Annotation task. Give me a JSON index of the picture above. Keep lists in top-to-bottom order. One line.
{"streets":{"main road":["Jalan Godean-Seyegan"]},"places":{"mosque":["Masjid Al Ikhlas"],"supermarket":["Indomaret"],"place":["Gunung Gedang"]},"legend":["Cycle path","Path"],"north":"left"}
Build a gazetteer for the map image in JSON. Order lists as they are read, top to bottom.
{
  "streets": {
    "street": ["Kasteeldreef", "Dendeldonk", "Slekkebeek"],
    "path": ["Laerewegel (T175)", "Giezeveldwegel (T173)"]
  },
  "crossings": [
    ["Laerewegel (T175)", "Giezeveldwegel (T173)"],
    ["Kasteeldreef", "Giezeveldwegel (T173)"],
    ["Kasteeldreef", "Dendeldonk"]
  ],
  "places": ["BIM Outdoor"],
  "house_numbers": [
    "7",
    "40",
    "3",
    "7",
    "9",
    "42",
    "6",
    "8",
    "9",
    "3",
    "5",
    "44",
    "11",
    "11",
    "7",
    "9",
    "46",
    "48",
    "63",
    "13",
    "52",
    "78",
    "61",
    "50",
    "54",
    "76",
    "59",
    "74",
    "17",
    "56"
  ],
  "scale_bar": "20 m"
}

━━━━━━━━━━

WHAT YOU WILL DO -
Exactly as written, please output every entry.

ANSWER TO THE PROBLEM -
Annotation task. Give me a JSON index of the picture above. Keep lists in top-to-bottom order. One line.
{"streets":{"main road":["Jalan Godean-Seyegan"]},"places":{"mosque":["Masjid Al Ikhlas"],"supermarket":["Indomaret"],"place":["Gunung Gedang"]},"legend":["Cycle path","Path"],"north":"left"}
Build a gazetteer for the map image in JSON. Order lists as they are read, top to bottom.
{
  "streets": {
    "street": ["Kasteeldreef", "Dendeldonk", "Slekkebeek"],
    "path": ["Laerewegel (T175)", "Giezeveldwegel (T173)"]
  },
  "crossings": [
    ["Laerewegel (T175)", "Giezeveldwegel (T173)"],
    ["Kasteeldreef", "Giezeveldwegel (T173)"],
    ["Kasteeldreef", "Dendeldonk"]
  ],
  "places": ["BIM Outdoor"],
  "house_numbers": [
    "7",
    "40",
    "3",
    "7",
    "9",
    "42",
    "6",
    "8",
    "9",
    "3",
    "5",
    "44",
    "11",
    "11",
    "7",
    "9",
    "46",
    "48",
    "63",
    "13",
    "52",
    "78",
    "61",
    "50",
    "54",
    "76",
    "59",
    "74",
    "17",
    "56"
  ],
  "scale_bar": "20 m"
}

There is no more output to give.